Daily Archives: March 11, 2024

Remembering – or rediscovering – a pioneering Black actress

There are many Black actors and actresses who moved through the background of classic films like they moved through Hollywood of the 1930s and 1940s – quietly working and trying to preserve their dignity.

One of my favorites has always been Mantan Moreland, a gifted comedian and comic actor who was usually reduced to playing manservants in films of the 1930s and 1940s. In horror films, he often played the comic relief, and his performances – no doubt the result of the film’s direction and the culture of the time – seem pretty over the top, stereotyped and problematic now. He made dozens of films from the early 1930s and into the 1970s.

I watched two Moreland films in recent days, “King of the Zombies” from 1941 and “Revenge of the Zombies” from 1943. “Revenge” is a low-budget remake of “King” and is a little more polished but the plot is basically the same: A mad scientist on a remote island works to create an army of zombies, the walking dead, for Hitler. A small group comes to the island and foils the plan. Moreland is funny in both and John Carradine enlivens “Revenge” as the mad doctor.

But I watched the two films for another cast member who I was surprised I’d never heard of in all my decades of watching horror films, an actress known as Madame Sul-Te-Wan.

The actress, born Nellie Crawford in 1873, was the first African-American actress to sign a film contract. She had been born in Louisville, Kentucky, and her parents had been slaves. She had small roles in the Klan-glorifying “Birth of a Nation” in 1915 and was paid $3 a day for filming and had a contract worth $25 a week for work in films by director D.W. Griffith.

She appeared in Tarzan films and in “mammy” roles and she was in the 1933 classic “King Kong.” Despite the limitations Hollywood put on Black performers (and filmmakers) she worked steadily over the decades. She worked so often in part because she was a fine actress but also because she could believably play roles of many ethnicities. An April 1928 article noted that she was “from the Orient.” Others cited that she was born in Hawaii, contradicting that she was born in Louisville. Ah, Hollywood publicity!
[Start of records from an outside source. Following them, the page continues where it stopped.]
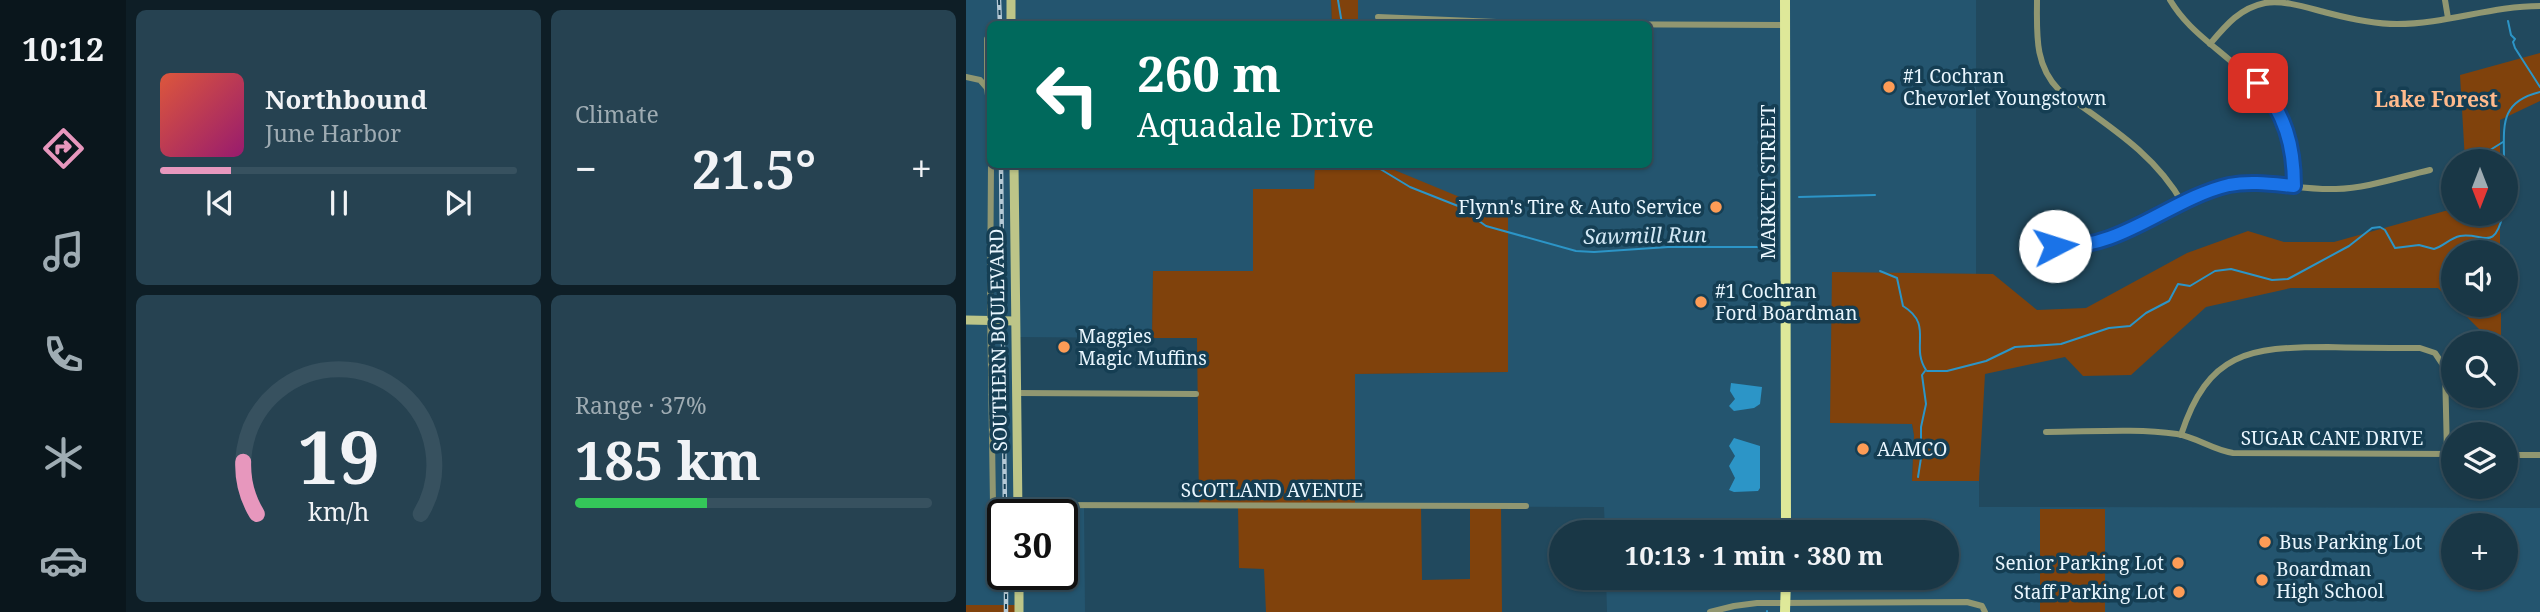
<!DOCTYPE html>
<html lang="en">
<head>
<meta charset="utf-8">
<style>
  :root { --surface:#193746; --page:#264251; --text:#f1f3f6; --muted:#9facb3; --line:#37515f; --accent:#e797bd }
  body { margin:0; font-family:"Noto Serif",serif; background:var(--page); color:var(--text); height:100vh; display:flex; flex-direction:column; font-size:26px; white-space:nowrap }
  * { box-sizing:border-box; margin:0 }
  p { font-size:23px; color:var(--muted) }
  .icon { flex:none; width:38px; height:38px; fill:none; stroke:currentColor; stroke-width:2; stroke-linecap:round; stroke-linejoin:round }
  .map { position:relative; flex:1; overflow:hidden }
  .drawer { display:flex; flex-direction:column; gap:10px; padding:10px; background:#0e1e26; width:840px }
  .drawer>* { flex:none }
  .hud { position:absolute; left:21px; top:21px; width:665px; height:147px; border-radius:10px; box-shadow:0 2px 5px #0004,0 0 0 2px var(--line); background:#00695c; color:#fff; overflow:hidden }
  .needle { width:46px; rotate:180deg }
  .buttons { position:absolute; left:1475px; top:149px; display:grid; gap:14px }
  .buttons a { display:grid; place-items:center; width:77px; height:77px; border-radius:50%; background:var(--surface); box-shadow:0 2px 5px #0004,0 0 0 2px var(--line); font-size:35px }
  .speed { position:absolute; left:21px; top:499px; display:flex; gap:14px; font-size:35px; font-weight:700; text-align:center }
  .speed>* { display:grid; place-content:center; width:91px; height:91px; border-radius:50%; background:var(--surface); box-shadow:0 2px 5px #0004,0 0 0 2px var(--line); line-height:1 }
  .speed .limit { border:4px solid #111; border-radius:10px; background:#fff; color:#111 }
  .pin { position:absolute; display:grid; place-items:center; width:60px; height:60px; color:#fff; margin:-30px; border-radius:14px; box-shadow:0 4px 10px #0006 }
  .me { position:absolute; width:77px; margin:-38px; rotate:85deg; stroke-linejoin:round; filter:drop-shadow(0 0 5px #0008) }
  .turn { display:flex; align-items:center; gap:24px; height:147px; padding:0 35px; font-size:32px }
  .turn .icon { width:91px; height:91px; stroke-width:2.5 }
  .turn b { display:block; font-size:49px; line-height:60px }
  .big { font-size:52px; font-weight:700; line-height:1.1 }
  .drawer .tile { flex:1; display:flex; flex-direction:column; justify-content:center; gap:10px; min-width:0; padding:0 24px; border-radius:10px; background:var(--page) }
  .drawer .dial { align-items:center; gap:0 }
  .dial svg { height:182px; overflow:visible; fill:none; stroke:var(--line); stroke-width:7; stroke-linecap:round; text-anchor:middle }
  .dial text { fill:var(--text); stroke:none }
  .song { display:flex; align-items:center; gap:21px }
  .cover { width:84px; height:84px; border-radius:10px; background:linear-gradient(135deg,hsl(10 70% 55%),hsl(320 70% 35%)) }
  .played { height:7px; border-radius:4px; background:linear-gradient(90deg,var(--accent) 20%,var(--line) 20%) }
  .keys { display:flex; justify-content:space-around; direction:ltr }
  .heat { display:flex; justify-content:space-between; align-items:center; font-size:38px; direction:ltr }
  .charge { height:10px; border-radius:5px; background:linear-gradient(90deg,#34c759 37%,var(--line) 0) }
  .drawer .tiles { flex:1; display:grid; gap:10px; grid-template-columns:repeat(2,1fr) }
  .trip { position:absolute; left:583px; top:520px; width:410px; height:70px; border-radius:35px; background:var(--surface); box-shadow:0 2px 5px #0004,0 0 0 2px var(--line); font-weight:700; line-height:70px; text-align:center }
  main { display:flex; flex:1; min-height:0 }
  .tab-bar { display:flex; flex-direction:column; width:126px; justify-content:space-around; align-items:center; background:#0a161c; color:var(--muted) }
  .tab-bar .icon { width:49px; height:49px }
  .tab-bar .active { color:var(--accent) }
  .tab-bar b { font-size:32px; color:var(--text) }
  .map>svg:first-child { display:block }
  .built { fill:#24556f; fill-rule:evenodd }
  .green { fill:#80420c }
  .water { fill:#2c95c7 }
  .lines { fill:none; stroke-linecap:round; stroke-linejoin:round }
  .stream { stroke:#2c95c7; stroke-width:2 }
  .street { stroke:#919771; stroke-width:6 }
  .secondary { stroke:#bdc588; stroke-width:9 }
  .primary { stroke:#dee899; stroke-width:10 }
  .rail-casing { stroke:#b6cad6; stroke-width:4.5 }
  .rail { stroke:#153e53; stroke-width:2; stroke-dasharray:5; stroke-linecap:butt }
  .route-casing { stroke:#114b97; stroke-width:18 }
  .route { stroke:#1a73e8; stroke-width:12 }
  .poi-dot { fill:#fd9c56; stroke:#153e53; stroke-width:2.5 }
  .labels { text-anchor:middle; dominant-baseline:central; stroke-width:7; stroke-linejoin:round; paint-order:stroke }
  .poi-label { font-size:19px; fill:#e9f6fe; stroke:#153e53; text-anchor:start }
  .street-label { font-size:19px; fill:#e9f6fe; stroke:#153e53 }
  .neighbourhood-label { font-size:21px; font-weight:bold; fill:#ffba8c; stroke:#153e53 }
  .water-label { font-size:21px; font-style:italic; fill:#d1e7f4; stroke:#153e53 }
</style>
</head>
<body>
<main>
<nav class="tab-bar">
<b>10:12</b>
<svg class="icon active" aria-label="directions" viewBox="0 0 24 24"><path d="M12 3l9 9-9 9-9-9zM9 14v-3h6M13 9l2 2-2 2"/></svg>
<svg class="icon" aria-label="music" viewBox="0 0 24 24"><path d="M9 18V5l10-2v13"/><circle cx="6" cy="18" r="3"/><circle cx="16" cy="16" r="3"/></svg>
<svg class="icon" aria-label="phone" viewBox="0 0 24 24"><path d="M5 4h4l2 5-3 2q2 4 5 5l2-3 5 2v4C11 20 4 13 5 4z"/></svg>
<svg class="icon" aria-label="climate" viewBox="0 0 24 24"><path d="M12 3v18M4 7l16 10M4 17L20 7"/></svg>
<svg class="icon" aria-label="car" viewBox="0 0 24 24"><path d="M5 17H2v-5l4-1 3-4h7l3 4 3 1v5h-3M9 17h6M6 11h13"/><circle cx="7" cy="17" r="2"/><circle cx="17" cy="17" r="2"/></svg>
</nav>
<section class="drawer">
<div class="tiles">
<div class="tile">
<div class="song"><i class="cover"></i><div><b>Northbound</b><p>June Harbor</p></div></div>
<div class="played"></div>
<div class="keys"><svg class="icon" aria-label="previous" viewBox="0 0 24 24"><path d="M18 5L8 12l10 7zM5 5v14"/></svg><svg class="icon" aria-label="pause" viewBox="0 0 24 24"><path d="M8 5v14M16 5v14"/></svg><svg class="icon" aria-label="next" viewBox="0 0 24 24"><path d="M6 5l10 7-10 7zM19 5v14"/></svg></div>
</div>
<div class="tile"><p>Climate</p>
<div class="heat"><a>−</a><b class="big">21.5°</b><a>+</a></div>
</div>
<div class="tile dial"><svg viewBox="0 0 100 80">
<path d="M14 69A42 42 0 1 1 86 69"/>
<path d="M14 69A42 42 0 0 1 8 46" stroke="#e797bd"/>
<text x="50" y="56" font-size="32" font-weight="700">19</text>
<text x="50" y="72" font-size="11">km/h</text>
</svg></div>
<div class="tile"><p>Range · 37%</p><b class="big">185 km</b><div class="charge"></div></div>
</div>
</section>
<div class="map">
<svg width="1574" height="612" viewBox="0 0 1574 612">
  <rect width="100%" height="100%" fill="#21495e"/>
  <g class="built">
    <path d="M0 0H365L366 24H24V164L349 165V189L287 190V271H187L186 338 50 337 52 505 118 506 119 612H53V605H0ZM37 514H96V574H37Z"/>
    <path d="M392 0H1010V274L866 273 946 424 948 435 946 480 1013 481V507L1574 508V612H641L640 578H980V532H639L638 507 389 506V374L541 372 426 169 421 165 682 164V24H392ZM1488 525H1540V578H1488Z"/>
  </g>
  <g class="green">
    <path d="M365 0H392V24H366Z"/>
    <path d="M1574 53V101L1534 120V161H1499L1494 75Z"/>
    <path d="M349 165H421L426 169 542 217V372L389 374V506H455L456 580 504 579V506H535L536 612H300L298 569 273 568 272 506H233L231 338H186L187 271H287V189H348Z"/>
    <path d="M1487 206 1488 214H1534V252H1488L1487 303 1472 288H1325L1240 307 1165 375 1117 376 1099 357 1019 374 1013 481H946L948 435 946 424 864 423 866 272 1027 274 1071 310 1120 308 1221 253 1282 231 1318 242H1368L1486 209Z"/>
    <path d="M1489 305H1535V335H1519Z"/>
    <rect x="1074" y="509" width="65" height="103"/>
    <rect x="0" y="605" width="53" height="7"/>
  </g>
  <g class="water">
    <path d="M765 383 796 387 794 404 788 408 768 411 763 406 769 399 764 391Z"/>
    <path d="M768 438 794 446V488L792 491 768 492 763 490 769 478 763 466 769 456 763 446Z"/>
  </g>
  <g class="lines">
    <g class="stream">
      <path d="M372 0 376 24"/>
      <path d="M1542 21 1545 35 1549 39 1547 42 1549 48 1574 87"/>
      <path d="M1508 160 1537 142"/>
      <path d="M1538 161C1538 126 1533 102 1574 92"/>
      <path d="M406 164 444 187 492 206 520 226 610 251 628 252 702 247H804"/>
      <path d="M833 197 909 195"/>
      <path d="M1510 252 1520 244V240"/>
      <path d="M914 271 931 278 937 306C968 325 944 346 960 370"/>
      <path d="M961 371H981L1020 361 1049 347 1095 344 1143 328 1164 326 1180 313 1203 301 1212 284 1224 286 1249 271 1265 269 1306 280 1322 279 1383 246 1406 228 1414 227 1419 230 1429 248 1453 245 1468 249C1478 246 1484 238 1494 236 1517 232 1528 253 1537 214"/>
      <path d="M952 477 955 458V427L960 404 956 375 959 371"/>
      <path d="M801 611V612"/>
    </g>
    <g class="street">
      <path d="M1071 0C1071 33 1068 65 1093 90 1139 124 1188 152 1217 204"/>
      <path d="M1204 0C1216 20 1231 33 1248 47 1301 91 1328 112 1328 186"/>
      <path d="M1479 0 1482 18"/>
      <path d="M412 17 581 24 819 25"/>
      <path d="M21 39V88L24 110"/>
      <path d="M1244 44C1260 25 1274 8 1299 3 1320 0 1342 8 1362 13 1385 19 1407 24 1431 24 1479 24 1526 6 1574 6"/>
      <path d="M0 77 14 80 21 88"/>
      <path d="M25 164 24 305 27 505"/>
      <path d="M1072 235C1078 240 1083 245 1090 246 1135 254 1207 205 1249 189 1289 174 1329 191 1370 189 1402 188 1433 177 1464 170"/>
      <path d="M51 393 230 394"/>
      <path d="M1080 432C1123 432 1168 428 1211 434 1230 437 1247 450 1267 453L1488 454"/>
      <path d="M1215 435C1242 352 1283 347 1362 347 1392 348 1423 348 1454 348L1469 353 1479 368 1481 454"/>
      <path d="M1540 455H1574"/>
      <path d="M52 505 560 506"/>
      <path d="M744 612 768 606 791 603 1001 602 1016 606 1019 612"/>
    </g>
    <g class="secondary">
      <path d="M45 0V24"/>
      <path d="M48 164 52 514"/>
      <path d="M0 320 49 321"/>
      <path d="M53 574V612"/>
    </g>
    <g class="primary">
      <path d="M819 0 820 532"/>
      <path d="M819 612 820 578"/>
    </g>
    <g class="rail-casing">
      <g id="rail">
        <path d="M33 0 34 24"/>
        <path d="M35 164 39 514"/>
        <path d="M40 574V612"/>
      </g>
    </g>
    <use href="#rail" class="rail"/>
  </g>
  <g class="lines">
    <g class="route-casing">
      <path id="route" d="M1089 246C1154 251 1203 199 1263 185 1284 181 1306 184 1328 186 1328 146 1319 113 1292 83"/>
    </g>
    <use href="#route" class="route"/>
  </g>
  <g class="poi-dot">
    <circle cx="923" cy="87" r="7"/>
    <circle cx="750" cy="207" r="7"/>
    <circle cx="735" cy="302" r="7"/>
    <circle cx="98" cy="347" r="7"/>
    <circle cx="897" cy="449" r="7"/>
    <circle cx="1299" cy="542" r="7"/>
    <circle cx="1212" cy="563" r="7"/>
    <circle cx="1296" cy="580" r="7"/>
    <circle cx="1213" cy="592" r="7"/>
  </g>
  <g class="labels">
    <g class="poi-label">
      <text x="937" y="76">#1 Cochran<tspan x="937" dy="22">Chevorlet Youngstown</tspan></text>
      <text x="736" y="207" text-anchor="end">Flynn's Tire &amp; Auto Service</text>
      <text x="749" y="291">#1 Cochran<tspan x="749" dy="22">Ford Boardman</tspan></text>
      <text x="112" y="336">Maggies<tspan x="112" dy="22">Magic Muffins</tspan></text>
      <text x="911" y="449">AAMCO</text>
      <text x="1313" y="542">Bus Parking Lot</text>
      <text x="1198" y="563" text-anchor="end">Senior Parking Lot</text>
      <text x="1310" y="569">Boardman<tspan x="1310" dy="22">High School</tspan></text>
      <text x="1199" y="592" text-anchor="end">Staff Parking Lot</text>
    </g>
    <g class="street-label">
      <text transform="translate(802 182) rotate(-90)">MARKET STREET</text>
      <text transform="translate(32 340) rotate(-91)">SOUTHERN BOULEVARD</text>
      <text x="1366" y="438">SUGAR CANE DRIVE</text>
      <text x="306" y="490">SCOTLAND AVENUE</text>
    </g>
    <g class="neighbourhood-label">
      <text x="1470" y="99">Lake Forest</text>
    </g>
    <g class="water-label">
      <text transform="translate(679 235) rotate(-1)">Sawmill Run</text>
    </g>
  </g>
</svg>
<div class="buttons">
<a><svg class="needle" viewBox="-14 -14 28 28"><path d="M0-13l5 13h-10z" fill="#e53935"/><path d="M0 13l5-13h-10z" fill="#9facb3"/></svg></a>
<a><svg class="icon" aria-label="sound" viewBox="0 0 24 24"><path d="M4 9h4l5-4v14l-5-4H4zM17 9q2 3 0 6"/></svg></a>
<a><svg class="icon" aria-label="search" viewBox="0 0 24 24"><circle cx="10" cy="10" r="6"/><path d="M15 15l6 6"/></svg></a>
<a><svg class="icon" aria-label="layers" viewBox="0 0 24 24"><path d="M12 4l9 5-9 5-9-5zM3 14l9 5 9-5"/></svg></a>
<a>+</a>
</div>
<div class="speed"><div class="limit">30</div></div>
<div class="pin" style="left:1292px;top:83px;background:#d93025"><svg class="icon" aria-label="arrive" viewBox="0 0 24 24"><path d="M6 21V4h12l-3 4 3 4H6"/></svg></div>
<svg class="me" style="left:1089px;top:246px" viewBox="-20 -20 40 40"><circle r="19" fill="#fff"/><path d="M0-13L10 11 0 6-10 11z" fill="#1a73e8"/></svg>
<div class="trip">10:13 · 1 min · 380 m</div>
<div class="hud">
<div class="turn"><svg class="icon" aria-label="left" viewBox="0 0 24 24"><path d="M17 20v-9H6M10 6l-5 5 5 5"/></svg><div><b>260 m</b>Aquadale Drive</div></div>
</div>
</div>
</main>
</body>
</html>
In the twin “Zombie” movies, she plays largely the same role, an old woman in the mad doctor’s household who not only knows about the existence of zombies but in the first film performs the voodoo ritual that creates them. 

In later films, her roles were memorable even when she wasn’t credited as prominently as she was in the two zombie films. Notably, she played Dorothy Dandridge’s grandmother in “Carmen Jones” in 1954. 

In March 1944, the California Eagle newspaper reported on the party thrown for her 71st birthday. More than 500 people attended, the newspaper reported. The Eagle largely reported on prominent Black figures and, as early as 1928, had praised “this plucky little woman.”

In February 1959, the Eagle reported that Sul-Te-Wan had died following a stroke at the Motion Picture Country Hospital, a nursing facility in which many prominent show business figures of the era lived in their declining years. 

In its obituary for Sul-Te-Wan, the Los Angeles Times noted she had “played in several hundred motion pictures since 1915.” 

She certainly deserved to be better known.